Il documento Vita in Cristo (1994) è riuscito a individuare una visione condivisa e un’eredità comune di insegnamento etico, nonostante le diverse applicazioni pastorali dei principi morali. Il dono dell’autorità (1998) ha ripreso il tema dell’autorità e ha compiuto importanti progressi sulla necessità di un ministero universale di primato nella Chiesa. Maria: grazia e speranza in Cristo (2004) ha compiuto importanti passi avanti verso una idea comune della Beata Vergine Maria. 

Come ben sapete, l’ordinazione delle donne al sacerdozio in alcune province anglicane, a cominciare dal 1974, e all’episcopato, dal 1989, ha complicato molto i rapporti fra la Comunione anglicana e la Chiesa cattolica. Ritornerò sul tema a tempo debito. Pensando a questo ostacolo e cercando di determinare che cosa fosse in ogni caso possibile nella promozione dei nostri rapporti, fu presa un’iniziativa importante non molto tempo dopo l’ultima Conferenza di Lambeth.

Nel maggio del 2000, il mio predecessore, il cardinale Edward Idris Cassidy, e l’arcivescovo George Carey, invitarono tredici primati anglicani e i presidenti delle Conferenze episcopali cattoliche, o i loro rappresentanti, a Mississagua, in Canada, per valutare quanto raggiunto nel dialogo dell’Arcic, e per offrire, alla luce dei risultati positivi e delle difficoltà che avevano contraddistinto i nostri rapporti, raccomandazioni per eventuali, ulteriori progressi. 

Ho partecipato a numerosi incontri ecumenici e sono lieto di affermare che quello fu uno dei migliori a cui abbia mai preso parte. Lo spirito di preghiera e di amicizia, la seria riflessione non solo sull’opera dell’Arcic, ma anche sui rapporti ecumenici in ogni particolare regione rappresentata, il desiderio profondo di riconciliazione che pervase l’incontro di Mississagua rinnovarono la speranza di un significativo progresso nei rapporti fra la Comunione anglicana e la Chiesa cattolica.

Uno dei risultati dell’incontro di Mississagua è stato la creazione della Commissione Anglicana Cattolica Romana per l’Unità e la Missione (Iarccum), principalmente composta da vescovi.
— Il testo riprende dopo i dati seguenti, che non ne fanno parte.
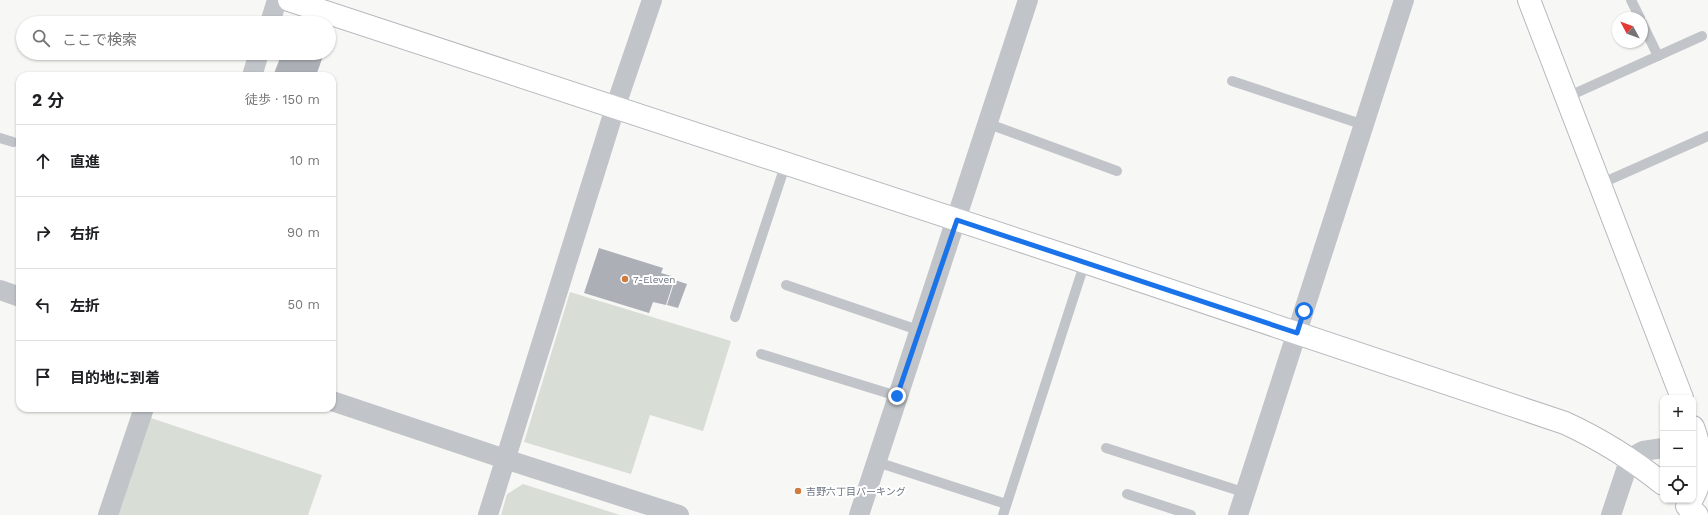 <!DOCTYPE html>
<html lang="ja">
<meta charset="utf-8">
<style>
body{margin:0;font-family:"Work Sans","Noto Sans JP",sans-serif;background:#f2f2f2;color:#202124}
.controls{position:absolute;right:12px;bottom:12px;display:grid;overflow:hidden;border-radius:8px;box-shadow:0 1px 3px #0004}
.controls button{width:36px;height:36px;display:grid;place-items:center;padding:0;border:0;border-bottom:1px solid #e0e0e0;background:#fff;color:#202124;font:20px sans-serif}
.compass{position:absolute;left:1612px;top:12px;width:36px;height:36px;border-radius:50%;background:#fff;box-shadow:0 1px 3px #0004;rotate:311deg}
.stop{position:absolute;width:12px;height:12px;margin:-9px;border:3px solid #1a73e8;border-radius:50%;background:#fff}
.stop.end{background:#1a73e8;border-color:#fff;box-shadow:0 1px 4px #0008}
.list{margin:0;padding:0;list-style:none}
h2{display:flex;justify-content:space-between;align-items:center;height:52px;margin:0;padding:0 16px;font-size:17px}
h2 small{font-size:13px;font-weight:400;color:#757577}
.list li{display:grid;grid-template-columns:26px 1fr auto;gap:12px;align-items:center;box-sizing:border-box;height:72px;padding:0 16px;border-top:1px solid #e0e0e0}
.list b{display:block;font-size:15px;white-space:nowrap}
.list em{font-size:13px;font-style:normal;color:#757577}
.icon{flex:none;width:22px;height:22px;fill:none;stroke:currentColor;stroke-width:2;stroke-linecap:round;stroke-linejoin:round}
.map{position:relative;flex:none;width:1708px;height:515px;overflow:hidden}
.search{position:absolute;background:#fff;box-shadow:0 1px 3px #0004;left:16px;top:16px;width:320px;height:44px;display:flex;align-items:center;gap:10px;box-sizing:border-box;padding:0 14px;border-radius:22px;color:#757577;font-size:15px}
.panel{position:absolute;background:#fff;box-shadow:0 1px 3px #0004;left:16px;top:72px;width:320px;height:340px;border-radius:12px}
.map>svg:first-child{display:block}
</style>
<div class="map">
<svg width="1708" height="515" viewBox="0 0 1708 515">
<rect width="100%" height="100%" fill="#f7f7f5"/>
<g fill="#d8ded6">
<path d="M570,292L731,341L703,431L650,415L631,474L524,442Z"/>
<path d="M151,418L322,475L308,515H118Z"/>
<path d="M523,484L620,515H501L507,494Z"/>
</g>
<g fill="#acb0b6">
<path d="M282,53H324L316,76H273Z"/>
<path d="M599,248L663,268L661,273L675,277L666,305L653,302L649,313L584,293Z"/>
<path d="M675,280L687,284L678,308L667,305Z"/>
</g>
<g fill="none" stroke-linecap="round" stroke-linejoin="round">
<g stroke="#b6b9be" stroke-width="24">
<g id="secondary">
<path d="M289,0L1085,262L1565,423C1602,440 1631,458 1663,484"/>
<path d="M1529,0L1682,398"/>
<path d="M1693,427C1701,448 1705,476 1693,497"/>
<path d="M1691,500L1687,506L1697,515"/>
</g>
</g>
<g stroke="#c1c4c8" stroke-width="10">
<path d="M1631,0L1640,18"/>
<path d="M1642,23L1658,56"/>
<path d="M1232,81L1364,125"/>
<path d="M1567,97L1702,36"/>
<path d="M989,124L1117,171"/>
<path d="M0,138L13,142"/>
<path d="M1600,184L1708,136"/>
<path d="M786,285L918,330"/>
<path d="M735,317L786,163"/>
<path d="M761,354L897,396"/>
<path d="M1106,448L1246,493"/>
<path d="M877,462L1006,504"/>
<path d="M1127,494L1191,515"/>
<path d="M1003,515L1085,262"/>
</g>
<g stroke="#c1c4c8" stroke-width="20">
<path d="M270,23L277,0"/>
<path d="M252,76L259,53"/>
<path d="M0,290L20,297"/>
<path d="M332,401L505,459L679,515"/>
<path d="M108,515L144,408"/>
<path d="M488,515L615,108L652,0"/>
<path d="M859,515L1028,0"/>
<path d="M1238,515L1404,0"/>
<path d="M1611,515L1630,458L1643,451L1663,448"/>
</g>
<use href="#secondary" stroke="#fff" stroke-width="22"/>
</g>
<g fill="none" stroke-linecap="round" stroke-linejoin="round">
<path stroke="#1a73e8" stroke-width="5" d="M897,396L957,220L1297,333L1304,311"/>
</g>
<g fill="#ce7c3e" stroke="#fff" stroke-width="1.5">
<circle cx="625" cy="279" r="4"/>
<circle cx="798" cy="491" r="4"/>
</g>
<g text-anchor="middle" stroke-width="4" stroke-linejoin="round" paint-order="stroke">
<g font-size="10" fill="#6a7382" stroke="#fff" text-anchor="start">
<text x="633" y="283">7-Eleven</text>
<text x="806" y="495">吉野六丁目パーキング</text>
</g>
</g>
</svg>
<div class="controls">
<button>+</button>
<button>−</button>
<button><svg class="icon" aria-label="locate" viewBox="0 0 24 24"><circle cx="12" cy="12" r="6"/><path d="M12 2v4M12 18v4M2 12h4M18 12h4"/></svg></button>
</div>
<svg class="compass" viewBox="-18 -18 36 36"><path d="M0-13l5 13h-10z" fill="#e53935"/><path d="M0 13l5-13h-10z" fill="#757577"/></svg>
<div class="stop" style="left:1304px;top:311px"></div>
<div class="stop end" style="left:897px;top:396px"></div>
<div class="search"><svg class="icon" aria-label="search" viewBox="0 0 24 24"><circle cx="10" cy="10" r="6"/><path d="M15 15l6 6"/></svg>ここで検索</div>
<section class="panel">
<h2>2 分<small>徒歩 · 150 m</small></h2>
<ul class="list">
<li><svg class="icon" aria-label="ahead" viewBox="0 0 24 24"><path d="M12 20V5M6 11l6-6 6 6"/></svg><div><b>直進</b></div><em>10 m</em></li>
<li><svg class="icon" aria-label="right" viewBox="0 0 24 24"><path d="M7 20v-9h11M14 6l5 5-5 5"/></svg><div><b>右折</b></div><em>90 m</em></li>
<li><svg class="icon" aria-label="left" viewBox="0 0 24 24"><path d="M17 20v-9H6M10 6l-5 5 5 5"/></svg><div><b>左折</b></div><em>50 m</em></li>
<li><svg class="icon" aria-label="arrive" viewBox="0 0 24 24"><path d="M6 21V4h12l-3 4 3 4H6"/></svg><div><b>目的地に到着</b></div></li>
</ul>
</section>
</div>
Nello scorso fine settimana di questa Conferenza di Lambeth avete studiato la dichiarazione della Iarccum Crescere insieme in unità e missione. Sintetizzando l’opera dell’Arcic questo documento presenta la valutazione della Commissione dei risultati del nostro dialogo e individua le questioni ancora da affrontare. 
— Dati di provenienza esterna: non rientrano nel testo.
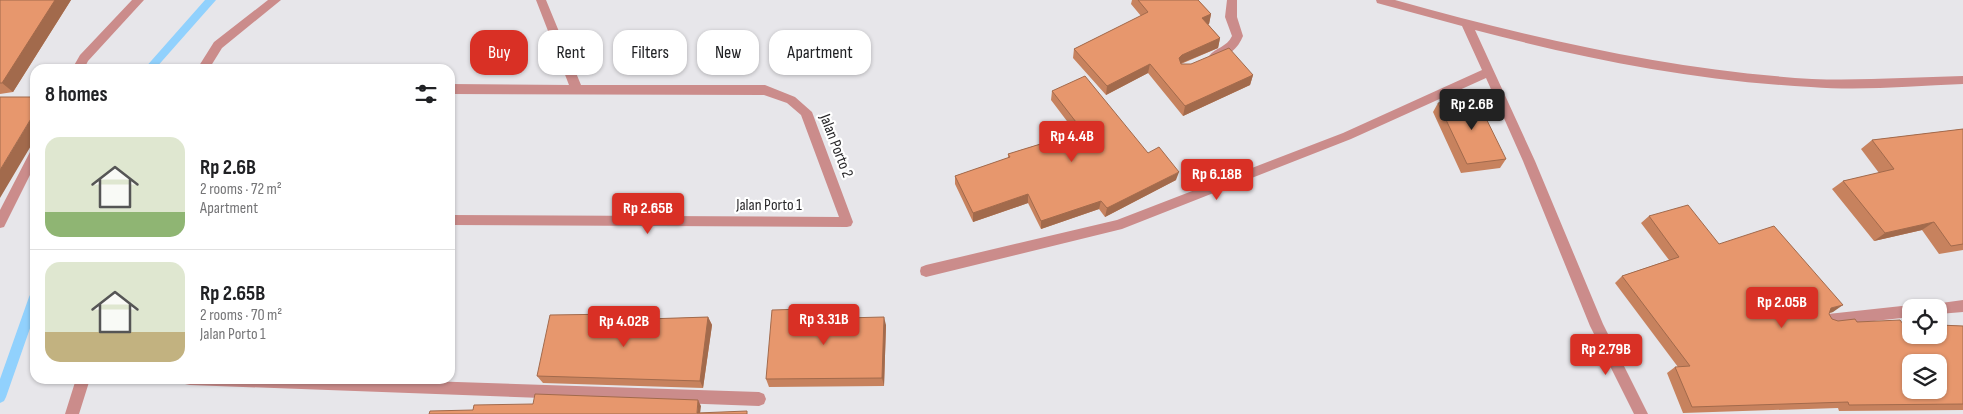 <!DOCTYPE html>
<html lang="en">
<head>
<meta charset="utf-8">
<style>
  body { margin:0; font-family:"Sofia Sans Condensed",sans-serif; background:#f6f6f6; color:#202124; height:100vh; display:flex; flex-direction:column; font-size:19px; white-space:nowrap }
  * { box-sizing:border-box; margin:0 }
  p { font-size:16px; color:#757577 }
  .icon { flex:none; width:28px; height:28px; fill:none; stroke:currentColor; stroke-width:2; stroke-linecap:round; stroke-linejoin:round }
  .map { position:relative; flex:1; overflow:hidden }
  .side { position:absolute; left:30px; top:64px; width:425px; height:320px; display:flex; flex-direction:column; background:#fff; border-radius:15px; box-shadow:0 1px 4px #0004 }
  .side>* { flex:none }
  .guide { position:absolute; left:470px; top:30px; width:475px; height:45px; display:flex; gap:10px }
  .buttons { position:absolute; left:1902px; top:299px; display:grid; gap:10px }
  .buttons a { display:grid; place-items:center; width:45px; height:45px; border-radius:10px; background:#fff; box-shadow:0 1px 4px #0004; font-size:25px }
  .price { position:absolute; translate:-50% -42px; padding:0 11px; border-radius:5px; background:#d93025; color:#fff; font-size:16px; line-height:32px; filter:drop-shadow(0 1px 2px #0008) }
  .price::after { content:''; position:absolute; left:50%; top:30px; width:15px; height:11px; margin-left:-8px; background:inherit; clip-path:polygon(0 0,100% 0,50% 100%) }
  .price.current { background:#222; color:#fff }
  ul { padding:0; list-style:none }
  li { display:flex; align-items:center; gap:15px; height:125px; padding:0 15px }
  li+li { border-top:1px solid #e0e0e0 }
  li span { display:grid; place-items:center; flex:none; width:140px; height:100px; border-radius:15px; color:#555 }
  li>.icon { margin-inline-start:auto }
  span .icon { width:60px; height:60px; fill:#fffc; stroke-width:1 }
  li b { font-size:21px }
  h2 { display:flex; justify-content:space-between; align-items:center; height:60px; padding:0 15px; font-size:21px }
  .chip { padding:0 18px; border-radius:15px; background:#fff; box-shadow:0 1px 4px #0004; font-size:18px; line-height:45px }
  .chip.current { background:#d93025; color:#fff }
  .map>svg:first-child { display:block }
</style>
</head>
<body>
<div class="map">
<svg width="1963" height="414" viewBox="0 0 1963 414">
  <rect width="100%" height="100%" fill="#e7e6ea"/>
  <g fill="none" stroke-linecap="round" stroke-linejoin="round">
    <path fill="#91d1fd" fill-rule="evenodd" d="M205,0H216L155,69H144Z
      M35,292V314L6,397L4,401L0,403V379L29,297L31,293Z"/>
    <path fill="#cb8c8b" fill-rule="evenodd" d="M132,0H144L88,61L84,69H72L80,55Z
      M268,0H281L222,48L209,69H197L214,42Z
      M536,0H546L581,85H765L795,97L812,112L853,222L851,226L847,227L450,225V215L839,217L801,115L787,103L764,95L450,94V84L569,85Z
      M1227,0H1237V17L1243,36C1238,49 1228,56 1215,60L1209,56C1215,48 1227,47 1232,36L1225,17Z
      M1376,0H1395C1531,38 1670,70 1812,79C1862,81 1913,77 1963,76V84C1912,86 1862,91 1811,87C1698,81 1585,59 1475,30L1535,161L1603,324L1648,414H1634L1590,326L1523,161L1486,78L1351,139L1122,229L926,277L921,275L920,271L921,267L926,265L1117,220L1343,133L1482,70L1462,26L1377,3Z
      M35,148V165L4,227L0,228V210L31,150Z
      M1963,300V312L1939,314V308H1933L1934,304Z
      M1911,305L1916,308H1911V317L1828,326L1823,324L1821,320L1823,316L1828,314Z
      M76,379H90L79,414H65Z
      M183,379H366L759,392L764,394L766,399L764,404L759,406L190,385L185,384Z"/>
  </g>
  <path fill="#c7825e" d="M0,0H71L13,92L0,94Z
    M1132,0H1198L1211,14L1209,24H1208L1220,38L1218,48L1181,64L1253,75L1250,85L1183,116L1148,73L1106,95L1073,58L1074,49L1141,16L1131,4Z
    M1052,91L1148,153L1176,180L1105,217L1099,209L1041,229L1028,203L973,222L955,184V176L1008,158V154L1076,133L1051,100Z
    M1438,103L1506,159L1500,168L1461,173L1433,112Z
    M1963,129V250L1939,254L1922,230L1874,241L1832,189L1843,181L1879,173L1861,149L1872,140Z
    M1649,216L1719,244L1833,312L1829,313V314L1832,319L1838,321L1963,326V410L1839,411L1838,408L1683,413L1667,373L1675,367H1678L1615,283L1622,276L1669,260L1641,223Z
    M807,312L886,325L884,386L769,387L766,379Z
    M708,317L712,325L703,388L543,383L537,376L621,320Z"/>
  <path fill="#a26a4c" d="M55,0H71L13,92L2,83Z
    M1211,14L1209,24L1200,28L1202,18Z
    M1220,38L1218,48L1179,64V58L1182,55Z
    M1150,64L1148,73L1106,95L1107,86Z
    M1253,75L1250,85L1183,116L1185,106Z
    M35,112V139L0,198V170Z
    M1179,172L1176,180L1105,217L1107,208Z
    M1028,194V203L973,222V213Z
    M1101,201L1099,209L1041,229V221Z
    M1934,222L1922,230L1874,241L1885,233Z
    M1843,305L1833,312L1821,315L1831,308Z
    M618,314L622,321L616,320Z
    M708,317L712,325L703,388L700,381Z
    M884,317L886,325L884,386L882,378Z
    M698,400L701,406L700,414L697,413Z"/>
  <path fill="#e7976d" stroke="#a26a4c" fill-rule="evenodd" d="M0,0H55L2,83H0Z
    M1138,0H1198L1211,14L1202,18L1220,38L1182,55L1179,58L1181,64H1191L1229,48L1253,75L1185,106L1150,64L1107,86L1074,49L1148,12Z
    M1085,76L1148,153L1159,147L1179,172L1107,208L1101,201L1041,221L1028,194L973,213L955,176L1010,157L1008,154L1083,131L1052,91Z
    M0,97H35V112L0,170Z
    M1476,98L1506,159L1467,164L1438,103Z
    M1963,129V244L1951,246L1934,222L1885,233L1843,181L1894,169L1872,140Z
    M1688,205L1719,244L1774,226L1843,305L1831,308L1829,314L1832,319L1838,321L1855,319L1857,322L1900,320L1903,324H1911V335H1939V325L1963,326V404L1849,405L1848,402L1692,407L1675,367L1690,366L1622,276L1679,257L1649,216ZM1911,362H1939V390H1911Z
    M806,309V312L844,311V318L884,317L882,378L766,379L772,310Z
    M618,314L616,320L708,317L700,381L537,376L550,315Z
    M535,394L698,400L697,413L747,411V414H429L430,411L473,410L474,405L533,404Z"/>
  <g text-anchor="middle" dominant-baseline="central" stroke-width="4.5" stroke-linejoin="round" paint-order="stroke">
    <g font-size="16" fill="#282729" stroke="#fff">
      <text transform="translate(836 146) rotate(69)">Jalan Porto 2</text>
      <text x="769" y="205">Jalan Porto 1</text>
    </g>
  </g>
</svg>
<div class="buttons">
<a><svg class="icon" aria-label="locate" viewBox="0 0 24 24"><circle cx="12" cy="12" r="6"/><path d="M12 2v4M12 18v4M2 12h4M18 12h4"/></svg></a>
<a><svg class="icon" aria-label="layers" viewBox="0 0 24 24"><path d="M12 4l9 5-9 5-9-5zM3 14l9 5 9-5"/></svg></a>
</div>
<b class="price current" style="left:1472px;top:131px">Rp 2.6B</b>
<b class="price" style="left:1072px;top:163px">Rp 4.4B</b>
<b class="price" style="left:1217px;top:201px">Rp 6.18B</b>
<b class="price" style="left:648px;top:235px">Rp 2.65B</b>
<b class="price" style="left:1782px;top:329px">Rp 2.05B</b>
<b class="price" style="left:824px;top:346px">Rp 3.31B</b>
<b class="price" style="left:624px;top:348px">Rp 4.02B</b>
<b class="price" style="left:1606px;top:376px">Rp 2.79B</b>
<div class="guide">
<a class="chip current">Buy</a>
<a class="chip">Rent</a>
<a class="chip">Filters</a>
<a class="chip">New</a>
<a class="chip">Apartment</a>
</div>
<section class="side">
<h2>8 homes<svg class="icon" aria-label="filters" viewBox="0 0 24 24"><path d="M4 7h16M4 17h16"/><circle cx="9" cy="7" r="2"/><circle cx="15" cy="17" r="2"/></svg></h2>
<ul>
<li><span style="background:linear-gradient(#dfe7d0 75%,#8fb573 0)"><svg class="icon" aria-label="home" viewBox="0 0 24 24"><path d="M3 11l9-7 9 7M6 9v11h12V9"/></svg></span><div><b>Rp 2.6B</b><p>2 rooms · 72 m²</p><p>Apartment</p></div></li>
<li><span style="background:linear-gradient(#dfe7d0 70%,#c2b280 0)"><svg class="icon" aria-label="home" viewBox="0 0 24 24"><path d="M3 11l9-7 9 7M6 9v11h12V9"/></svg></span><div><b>Rp 2.65B</b><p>2 rooms · 70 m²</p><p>Jalan Porto 1</p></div></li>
</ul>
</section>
</div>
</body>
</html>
Negli ultimi quarant’anni non ci siamo solo impegnati insieme nel dialogo teologico. Si è infatti creato uno stretto rapporto di collaborazione fra anglicani e cattolici, non solo a livello internazionale, ma anche in molti contesti regionali e locali. Come hanno osservato Papa Benedetto XVI e l’arcivescovo Williams nella Dichiarazione Comune del novembre 2006: «Mentre il dialogo si sviluppava, molti cattolici e anglicani hanno trovato gli uni negli altri un amore per Cristo che ci invita a una cooperazione e a un servizio concreti. Questa comunanza nel servizio di Cristo, sperimentata da molte delle nostre comunità in tutto il mondo, aggiunge ulteriore impulso ai nostri rapporti».

Invero, non è affatto una piccola cosa quella che abbiamo raggiunto e che ci è stata concessa in anni di dialogo nell’Arcic e nella Iarccum. Siamo grati per l’opera di queste commissioni e noi cattolici non vogliamo che tali risultati vadano perduti. Di fatto desideriamo proseguire lungo questo cammino e portare a compimento quanto iniziato quarant’anni fa.

A maggior ragione, fedele a ciò che credo Cristo desideri e, aggiungerei, con la sincerità che l’amicizia permette, mi rattrista osservare i problemi in seno alla Comunione anglicana emersi e divenuti più gravi dall’ultima Conferenza di Lambeth e le ripercussioni di natura ecumenica di tali tensioni interne. Nella seconda parte di questo intervento desidero affrontare una serie di aspetti ecclesiologici derivanti dall’attuale situazione nella Comunione anglicana e sollevare alcune questioni complesse e scottanti.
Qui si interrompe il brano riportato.